— Instructions to follow —
Would you retype every record below exactly as written?

** Opening Records provided block **

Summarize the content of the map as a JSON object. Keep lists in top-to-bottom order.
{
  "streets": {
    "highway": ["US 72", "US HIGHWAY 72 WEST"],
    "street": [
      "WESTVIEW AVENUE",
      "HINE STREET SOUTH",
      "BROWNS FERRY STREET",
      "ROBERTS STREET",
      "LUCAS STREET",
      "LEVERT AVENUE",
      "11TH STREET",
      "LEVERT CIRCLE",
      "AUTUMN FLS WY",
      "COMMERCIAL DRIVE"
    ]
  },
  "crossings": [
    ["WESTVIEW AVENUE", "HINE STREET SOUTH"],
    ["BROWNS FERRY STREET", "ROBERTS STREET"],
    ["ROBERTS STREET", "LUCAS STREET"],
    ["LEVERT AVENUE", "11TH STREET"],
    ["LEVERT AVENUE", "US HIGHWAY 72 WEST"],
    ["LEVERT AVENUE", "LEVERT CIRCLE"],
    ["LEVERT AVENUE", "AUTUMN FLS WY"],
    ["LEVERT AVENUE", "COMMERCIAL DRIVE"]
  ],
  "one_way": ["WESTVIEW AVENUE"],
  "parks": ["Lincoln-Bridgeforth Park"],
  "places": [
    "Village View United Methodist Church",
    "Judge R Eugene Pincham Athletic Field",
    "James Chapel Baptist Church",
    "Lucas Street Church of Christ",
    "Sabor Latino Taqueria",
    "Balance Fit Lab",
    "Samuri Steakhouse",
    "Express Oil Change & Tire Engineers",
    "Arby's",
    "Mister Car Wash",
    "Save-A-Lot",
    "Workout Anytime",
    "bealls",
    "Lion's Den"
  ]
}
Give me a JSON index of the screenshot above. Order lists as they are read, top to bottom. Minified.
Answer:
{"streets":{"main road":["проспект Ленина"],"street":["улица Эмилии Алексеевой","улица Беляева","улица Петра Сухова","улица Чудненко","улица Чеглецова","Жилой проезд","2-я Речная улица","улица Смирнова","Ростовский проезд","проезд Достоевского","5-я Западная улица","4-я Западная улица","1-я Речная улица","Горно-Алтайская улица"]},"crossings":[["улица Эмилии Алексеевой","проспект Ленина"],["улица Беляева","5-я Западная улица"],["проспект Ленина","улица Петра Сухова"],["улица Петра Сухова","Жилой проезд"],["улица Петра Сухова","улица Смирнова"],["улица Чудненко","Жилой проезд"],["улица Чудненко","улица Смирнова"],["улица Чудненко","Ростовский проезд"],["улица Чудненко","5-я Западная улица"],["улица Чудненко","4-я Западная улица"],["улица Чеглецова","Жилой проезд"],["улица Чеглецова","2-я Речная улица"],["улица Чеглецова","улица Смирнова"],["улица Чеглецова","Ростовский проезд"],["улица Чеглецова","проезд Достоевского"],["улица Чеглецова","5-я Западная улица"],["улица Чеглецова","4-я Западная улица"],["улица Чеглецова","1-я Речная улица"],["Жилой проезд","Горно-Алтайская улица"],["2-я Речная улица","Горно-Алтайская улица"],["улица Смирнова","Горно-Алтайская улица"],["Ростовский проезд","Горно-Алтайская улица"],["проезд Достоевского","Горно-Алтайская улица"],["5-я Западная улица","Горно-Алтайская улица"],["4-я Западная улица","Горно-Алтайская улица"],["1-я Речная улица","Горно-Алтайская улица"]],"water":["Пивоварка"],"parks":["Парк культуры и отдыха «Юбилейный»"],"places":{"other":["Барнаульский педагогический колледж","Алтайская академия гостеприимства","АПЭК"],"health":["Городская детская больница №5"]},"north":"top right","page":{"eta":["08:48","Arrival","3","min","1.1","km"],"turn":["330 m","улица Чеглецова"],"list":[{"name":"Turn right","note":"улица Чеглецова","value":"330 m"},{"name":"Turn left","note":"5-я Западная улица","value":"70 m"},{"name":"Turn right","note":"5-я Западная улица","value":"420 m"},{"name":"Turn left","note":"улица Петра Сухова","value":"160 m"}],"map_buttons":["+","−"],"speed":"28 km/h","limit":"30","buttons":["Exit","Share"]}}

** Closing Records provided block **

— Solution to the problem —
Summarize the content of the map as a JSON object. Keep lists in top-to-bottom order.
{
  "streets": {
    "highway": ["US 72", "US HIGHWAY 72 WEST"],
    "street": [
      "WESTVIEW AVENUE",
      "HINE STREET SOUTH",
      "BROWNS FERRY STREET",
      "ROBERTS STREET",
      "LUCAS STREET",
      "LEVERT AVENUE",
      "11TH STREET",
      "LEVERT CIRCLE",
      "AUTUMN FLS WY",
      "COMMERCIAL DRIVE"
    ]
  },
  "crossings": [
    ["WESTVIEW AVENUE", "HINE STREET SOUTH"],
    ["BROWNS FERRY STREET", "ROBERTS STREET"],
    ["ROBERTS STREET", "LUCAS STREET"],
    ["LEVERT AVENUE", "11TH STREET"],
    ["LEVERT AVENUE", "US HIGHWAY 72 WEST"],
    ["LEVERT AVENUE", "LEVERT CIRCLE"],
    ["LEVERT AVENUE", "AUTUMN FLS WY"],
    ["LEVERT AVENUE", "COMMERCIAL DRIVE"]
  ],
  "one_way": ["WESTVIEW AVENUE"],
  "parks": ["Lincoln-Bridgeforth Park"],
  "places": [
    "Village View United Methodist Church",
    "Judge R Eugene Pincham Athletic Field",
    "James Chapel Baptist Church",
    "Lucas Street Church of Christ",
    "Sabor Latino Taqueria",
    "Balance Fit Lab",
    "Samuri Steakhouse",
    "Express Oil Change & Tire Engineers",
    "Arby's",
    "Mister Car Wash",
    "Save-A-Lot",
    "Workout Anytime",
    "bealls",
    "Lion's Den"
  ]
}
Give me a JSON index of the screenshot above. Order lists as they are read, top to bottom. Minified.
Answer:
{"streets":{"main road":["проспект Ленина"],"street":["улица Эмилии Алексеевой","улица Беляева","улица Петра Сухова","улица Чудненко","улица Чеглецова","Жилой проезд","2-я Речная улица","улица Смирнова","Ростовский проезд","проезд Достоевского","5-я Западная улица","4-я Западная улица","1-я Речная улица","Горно-Алтайская улица"]},"crossings":[["улица Эмилии Алексеевой","проспект Ленина"],["улица Беляева","5-я Западная улица"],["проспект Ленина","улица Петра Сухова"],["улица Петра Сухова","Жилой проезд"],["улица Петра Сухова","улица Смирнова"],["улица Чудненко","Жилой проезд"],["улица Чудненко","улица Смирнова"],["улица Чудненко","Ростовский проезд"],["улица Чудненко","5-я Западная улица"],["улица Чудненко","4-я Западная улица"],["улица Чеглецова","Жилой проезд"],["улица Чеглецова","2-я Речная улица"],["улица Чеглецова","улица Смирнова"],["улица Чеглецова","Ростовский проезд"],["улица Чеглецова","проезд Достоевского"],["улица Чеглецова","5-я Западная улица"],["улица Чеглецова","4-я Западная улица"],["улица Чеглецова","1-я Речная улица"],["Жилой проезд","Горно-Алтайская улица"],["2-я Речная улица","Горно-Алтайская улица"],["улица Смирнова","Горно-Алтайская улица"],["Ростовский проезд","Горно-Алтайская улица"],["проезд Достоевского","Горно-Алтайская улица"],["5-я Западная улица","Горно-Алтайская улица"],["4-я Западная улица","Горно-Алтайская улица"],["1-я Речная улица","Горно-Алтайская улица"]],"water":["Пивоварка"],"parks":["Парк культуры и отдыха «Юбилейный»"],"places":{"other":["Барнаульский педагогический колледж","Алтайская академия гостеприимства","АПЭК"],"health":["Городская детская больница №5"]},"north":"top right","page":{"eta":["08:48","Arrival","3","min","1.1","km"],"turn":["330 m","улица Чеглецова"],"list":[{"name":"Turn right","note":"улица Чеглецова","value":"330 m"},{"name":"Turn left","note":"5-я Западная улица","value":"70 m"},{"name":"Turn right","note":"5-я Западная улица","value":"420 m"},{"name":"Turn left","note":"улица Петра Сухова","value":"160 m"}],"map_buttons":["+","−"],"speed":"28 km/h","limit":"30","buttons":["Exit","Share"]}}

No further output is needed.